Material shown START

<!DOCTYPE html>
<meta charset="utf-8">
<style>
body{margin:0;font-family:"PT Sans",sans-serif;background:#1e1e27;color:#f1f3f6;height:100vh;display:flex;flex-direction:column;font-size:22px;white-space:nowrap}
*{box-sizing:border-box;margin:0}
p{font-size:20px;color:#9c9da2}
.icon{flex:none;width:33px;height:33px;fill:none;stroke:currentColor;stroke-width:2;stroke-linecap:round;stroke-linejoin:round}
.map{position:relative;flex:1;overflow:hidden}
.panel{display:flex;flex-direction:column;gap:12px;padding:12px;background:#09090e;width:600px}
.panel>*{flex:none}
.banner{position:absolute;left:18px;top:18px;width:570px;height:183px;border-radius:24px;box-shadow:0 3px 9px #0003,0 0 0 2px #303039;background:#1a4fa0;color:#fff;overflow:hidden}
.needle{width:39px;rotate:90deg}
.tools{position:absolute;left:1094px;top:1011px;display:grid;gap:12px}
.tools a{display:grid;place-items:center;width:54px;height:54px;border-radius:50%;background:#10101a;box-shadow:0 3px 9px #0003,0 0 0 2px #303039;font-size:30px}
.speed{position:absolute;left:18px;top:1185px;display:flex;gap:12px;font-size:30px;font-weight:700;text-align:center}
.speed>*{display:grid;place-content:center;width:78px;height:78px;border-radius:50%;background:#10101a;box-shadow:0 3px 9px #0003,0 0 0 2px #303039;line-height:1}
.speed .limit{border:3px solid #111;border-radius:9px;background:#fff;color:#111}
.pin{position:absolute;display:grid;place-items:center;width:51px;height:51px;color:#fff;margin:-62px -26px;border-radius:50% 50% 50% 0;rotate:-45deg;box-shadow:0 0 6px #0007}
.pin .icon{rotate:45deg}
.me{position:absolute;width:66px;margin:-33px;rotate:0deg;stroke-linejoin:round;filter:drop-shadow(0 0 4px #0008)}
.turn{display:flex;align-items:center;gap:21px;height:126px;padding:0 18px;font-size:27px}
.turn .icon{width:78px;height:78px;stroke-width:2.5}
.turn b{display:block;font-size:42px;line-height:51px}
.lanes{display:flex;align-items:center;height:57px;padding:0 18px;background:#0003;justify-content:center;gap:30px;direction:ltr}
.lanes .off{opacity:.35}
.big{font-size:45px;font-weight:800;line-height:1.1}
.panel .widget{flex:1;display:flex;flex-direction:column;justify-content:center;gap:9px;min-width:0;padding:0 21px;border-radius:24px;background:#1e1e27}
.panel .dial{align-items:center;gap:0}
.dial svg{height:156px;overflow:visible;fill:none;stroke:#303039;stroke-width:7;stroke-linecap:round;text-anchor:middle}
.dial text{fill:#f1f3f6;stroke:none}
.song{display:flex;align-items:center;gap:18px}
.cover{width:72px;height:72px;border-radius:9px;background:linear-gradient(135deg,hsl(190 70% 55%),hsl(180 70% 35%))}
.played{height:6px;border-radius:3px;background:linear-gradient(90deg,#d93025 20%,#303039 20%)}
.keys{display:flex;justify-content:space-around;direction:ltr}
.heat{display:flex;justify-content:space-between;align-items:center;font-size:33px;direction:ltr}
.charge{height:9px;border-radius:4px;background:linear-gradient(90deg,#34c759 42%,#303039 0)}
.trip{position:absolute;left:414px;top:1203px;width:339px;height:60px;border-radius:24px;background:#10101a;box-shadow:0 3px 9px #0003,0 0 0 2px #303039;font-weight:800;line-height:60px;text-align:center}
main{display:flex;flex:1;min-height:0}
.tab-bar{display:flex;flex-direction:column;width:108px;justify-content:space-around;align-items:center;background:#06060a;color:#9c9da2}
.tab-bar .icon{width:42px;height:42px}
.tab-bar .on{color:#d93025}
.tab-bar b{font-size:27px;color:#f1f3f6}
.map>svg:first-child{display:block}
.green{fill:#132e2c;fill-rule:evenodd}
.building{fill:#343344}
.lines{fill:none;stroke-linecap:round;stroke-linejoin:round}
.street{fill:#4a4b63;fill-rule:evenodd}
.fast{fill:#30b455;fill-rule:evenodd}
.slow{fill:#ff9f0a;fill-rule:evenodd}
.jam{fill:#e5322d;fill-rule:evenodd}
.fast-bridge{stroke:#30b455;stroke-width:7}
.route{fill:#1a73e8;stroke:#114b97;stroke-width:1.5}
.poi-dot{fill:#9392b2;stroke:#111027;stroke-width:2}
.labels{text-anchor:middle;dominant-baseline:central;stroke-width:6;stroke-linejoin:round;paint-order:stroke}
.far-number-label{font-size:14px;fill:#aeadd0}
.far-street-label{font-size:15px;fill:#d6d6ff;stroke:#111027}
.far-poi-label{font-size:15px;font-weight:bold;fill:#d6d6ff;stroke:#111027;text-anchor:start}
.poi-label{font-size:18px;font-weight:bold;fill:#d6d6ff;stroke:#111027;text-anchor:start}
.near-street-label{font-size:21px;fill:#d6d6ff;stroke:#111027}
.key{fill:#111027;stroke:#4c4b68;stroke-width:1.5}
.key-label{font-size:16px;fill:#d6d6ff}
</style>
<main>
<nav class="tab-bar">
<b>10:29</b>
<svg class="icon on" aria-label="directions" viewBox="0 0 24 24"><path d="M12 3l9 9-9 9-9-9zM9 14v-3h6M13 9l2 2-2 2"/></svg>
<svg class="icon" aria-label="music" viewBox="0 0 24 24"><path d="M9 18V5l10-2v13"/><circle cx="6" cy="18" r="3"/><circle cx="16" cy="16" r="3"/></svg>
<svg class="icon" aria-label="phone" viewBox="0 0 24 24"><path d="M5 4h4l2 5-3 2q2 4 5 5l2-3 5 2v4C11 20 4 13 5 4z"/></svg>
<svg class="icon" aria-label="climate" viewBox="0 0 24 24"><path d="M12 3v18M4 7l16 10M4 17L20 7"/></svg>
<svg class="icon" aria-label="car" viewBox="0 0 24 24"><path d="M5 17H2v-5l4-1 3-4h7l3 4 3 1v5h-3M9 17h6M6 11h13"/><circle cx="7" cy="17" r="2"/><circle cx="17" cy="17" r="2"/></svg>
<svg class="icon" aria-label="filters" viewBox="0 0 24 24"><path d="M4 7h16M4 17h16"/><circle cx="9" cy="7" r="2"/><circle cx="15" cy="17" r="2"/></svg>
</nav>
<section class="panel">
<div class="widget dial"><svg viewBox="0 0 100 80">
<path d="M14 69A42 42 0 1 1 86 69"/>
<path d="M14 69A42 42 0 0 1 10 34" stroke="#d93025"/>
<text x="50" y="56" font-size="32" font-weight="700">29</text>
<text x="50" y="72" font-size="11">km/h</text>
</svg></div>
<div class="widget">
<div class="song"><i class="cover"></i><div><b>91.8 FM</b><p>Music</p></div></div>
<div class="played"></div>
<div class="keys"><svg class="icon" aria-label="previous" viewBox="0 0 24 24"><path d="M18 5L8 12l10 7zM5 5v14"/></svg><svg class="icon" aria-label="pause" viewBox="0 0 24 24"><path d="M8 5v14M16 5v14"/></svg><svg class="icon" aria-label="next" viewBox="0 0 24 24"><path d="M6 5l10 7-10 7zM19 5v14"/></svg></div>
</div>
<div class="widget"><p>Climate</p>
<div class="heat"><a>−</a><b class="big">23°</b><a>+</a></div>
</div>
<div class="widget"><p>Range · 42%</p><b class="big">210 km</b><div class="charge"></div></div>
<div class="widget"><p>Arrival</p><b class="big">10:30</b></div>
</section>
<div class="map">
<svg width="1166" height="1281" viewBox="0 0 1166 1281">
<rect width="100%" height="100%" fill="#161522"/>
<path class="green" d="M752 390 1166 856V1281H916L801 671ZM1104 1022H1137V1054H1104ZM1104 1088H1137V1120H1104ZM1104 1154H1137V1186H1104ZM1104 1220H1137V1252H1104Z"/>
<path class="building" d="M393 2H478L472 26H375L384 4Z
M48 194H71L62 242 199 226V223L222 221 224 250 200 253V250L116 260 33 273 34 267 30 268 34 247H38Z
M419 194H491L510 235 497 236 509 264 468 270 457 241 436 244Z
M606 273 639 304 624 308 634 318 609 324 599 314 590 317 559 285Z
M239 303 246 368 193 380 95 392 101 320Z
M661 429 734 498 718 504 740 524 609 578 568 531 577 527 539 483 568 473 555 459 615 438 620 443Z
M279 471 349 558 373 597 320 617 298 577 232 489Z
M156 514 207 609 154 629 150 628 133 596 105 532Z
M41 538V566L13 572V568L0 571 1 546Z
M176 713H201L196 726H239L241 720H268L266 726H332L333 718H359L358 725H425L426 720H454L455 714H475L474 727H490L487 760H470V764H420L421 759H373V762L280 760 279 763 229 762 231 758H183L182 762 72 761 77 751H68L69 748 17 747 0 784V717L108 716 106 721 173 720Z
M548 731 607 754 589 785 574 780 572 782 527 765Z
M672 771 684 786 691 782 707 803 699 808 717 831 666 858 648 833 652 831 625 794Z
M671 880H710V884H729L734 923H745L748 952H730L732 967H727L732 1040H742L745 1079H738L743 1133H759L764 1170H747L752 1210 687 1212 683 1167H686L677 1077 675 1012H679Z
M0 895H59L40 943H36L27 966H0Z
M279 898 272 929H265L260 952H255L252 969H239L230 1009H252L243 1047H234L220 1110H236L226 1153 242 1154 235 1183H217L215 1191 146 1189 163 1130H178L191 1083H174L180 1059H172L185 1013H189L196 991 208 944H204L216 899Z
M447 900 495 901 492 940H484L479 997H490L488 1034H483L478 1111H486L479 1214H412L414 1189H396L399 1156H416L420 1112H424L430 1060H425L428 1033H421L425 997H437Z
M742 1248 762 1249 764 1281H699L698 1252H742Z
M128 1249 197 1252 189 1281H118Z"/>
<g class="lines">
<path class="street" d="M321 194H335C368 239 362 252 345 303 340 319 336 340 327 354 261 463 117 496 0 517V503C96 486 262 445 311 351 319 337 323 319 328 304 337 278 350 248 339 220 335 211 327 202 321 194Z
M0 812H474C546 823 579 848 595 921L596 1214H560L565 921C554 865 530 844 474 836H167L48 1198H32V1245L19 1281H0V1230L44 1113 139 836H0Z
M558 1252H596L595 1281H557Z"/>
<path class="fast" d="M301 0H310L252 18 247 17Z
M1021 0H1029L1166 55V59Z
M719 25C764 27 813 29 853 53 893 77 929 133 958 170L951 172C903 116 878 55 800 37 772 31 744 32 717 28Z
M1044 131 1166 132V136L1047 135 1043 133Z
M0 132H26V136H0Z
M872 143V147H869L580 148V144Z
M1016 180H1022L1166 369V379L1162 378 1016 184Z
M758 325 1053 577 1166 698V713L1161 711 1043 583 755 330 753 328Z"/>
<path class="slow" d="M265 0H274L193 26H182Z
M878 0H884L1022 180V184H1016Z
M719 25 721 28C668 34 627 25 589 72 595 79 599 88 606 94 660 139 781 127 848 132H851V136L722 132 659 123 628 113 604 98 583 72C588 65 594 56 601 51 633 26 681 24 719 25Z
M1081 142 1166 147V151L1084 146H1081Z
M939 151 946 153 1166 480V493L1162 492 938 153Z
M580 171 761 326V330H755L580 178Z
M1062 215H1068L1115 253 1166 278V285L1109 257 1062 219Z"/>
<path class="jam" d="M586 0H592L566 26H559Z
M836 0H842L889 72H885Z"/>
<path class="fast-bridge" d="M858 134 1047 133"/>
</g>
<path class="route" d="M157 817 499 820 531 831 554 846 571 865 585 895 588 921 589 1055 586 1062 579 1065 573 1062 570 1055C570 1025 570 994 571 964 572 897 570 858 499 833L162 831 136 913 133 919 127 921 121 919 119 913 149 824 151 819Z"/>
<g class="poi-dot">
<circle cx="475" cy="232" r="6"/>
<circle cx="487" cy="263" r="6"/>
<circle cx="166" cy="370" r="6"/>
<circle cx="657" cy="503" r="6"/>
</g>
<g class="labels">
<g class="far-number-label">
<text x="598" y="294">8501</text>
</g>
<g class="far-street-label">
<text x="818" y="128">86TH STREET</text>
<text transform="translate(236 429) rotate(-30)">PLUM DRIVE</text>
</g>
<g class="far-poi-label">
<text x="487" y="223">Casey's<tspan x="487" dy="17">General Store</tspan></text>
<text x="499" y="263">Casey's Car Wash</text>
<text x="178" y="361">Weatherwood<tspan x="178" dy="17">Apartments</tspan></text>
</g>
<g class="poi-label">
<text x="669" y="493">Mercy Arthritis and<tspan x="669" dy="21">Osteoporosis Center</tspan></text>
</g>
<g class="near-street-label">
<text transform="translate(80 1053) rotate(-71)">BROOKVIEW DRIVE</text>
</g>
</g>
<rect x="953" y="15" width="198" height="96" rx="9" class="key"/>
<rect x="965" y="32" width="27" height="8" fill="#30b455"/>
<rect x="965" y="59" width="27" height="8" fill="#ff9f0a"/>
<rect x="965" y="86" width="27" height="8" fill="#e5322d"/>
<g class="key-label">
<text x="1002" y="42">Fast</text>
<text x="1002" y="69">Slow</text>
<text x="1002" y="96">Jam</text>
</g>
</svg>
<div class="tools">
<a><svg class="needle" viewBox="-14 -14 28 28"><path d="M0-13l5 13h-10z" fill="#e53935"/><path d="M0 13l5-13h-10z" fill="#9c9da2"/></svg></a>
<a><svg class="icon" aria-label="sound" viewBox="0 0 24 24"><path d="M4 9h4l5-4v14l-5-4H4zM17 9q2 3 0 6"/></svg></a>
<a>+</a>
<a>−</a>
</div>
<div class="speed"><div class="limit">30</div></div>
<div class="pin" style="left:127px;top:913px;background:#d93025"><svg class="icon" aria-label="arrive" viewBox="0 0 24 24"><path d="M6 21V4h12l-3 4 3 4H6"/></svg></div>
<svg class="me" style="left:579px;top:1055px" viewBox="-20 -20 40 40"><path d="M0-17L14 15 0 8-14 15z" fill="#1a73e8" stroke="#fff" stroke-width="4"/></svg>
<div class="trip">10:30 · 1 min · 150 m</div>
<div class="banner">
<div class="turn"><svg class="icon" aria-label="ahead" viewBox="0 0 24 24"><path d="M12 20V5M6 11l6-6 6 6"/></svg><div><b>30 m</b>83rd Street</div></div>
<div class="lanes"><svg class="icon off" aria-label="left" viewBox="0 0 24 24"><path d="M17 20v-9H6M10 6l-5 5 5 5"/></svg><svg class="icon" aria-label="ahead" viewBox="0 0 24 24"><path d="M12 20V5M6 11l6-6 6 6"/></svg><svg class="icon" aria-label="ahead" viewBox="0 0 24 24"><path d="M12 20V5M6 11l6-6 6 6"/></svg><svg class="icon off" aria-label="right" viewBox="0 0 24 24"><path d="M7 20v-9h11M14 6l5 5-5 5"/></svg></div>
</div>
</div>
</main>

Material shown END

*Exercise directions*.
Whenever the string "cover" shows up in a line of the records, copy that line.

*Response area*.
.cover{width:72px;height:72px;border-radius:9px;background:linear-gradient(135deg,hsl(190 70% 55%),hsl(180 70% 35%))}
<div class="song"><i class="cover"></i><div><b>91.8 FM</b><p>Music</p></div></div>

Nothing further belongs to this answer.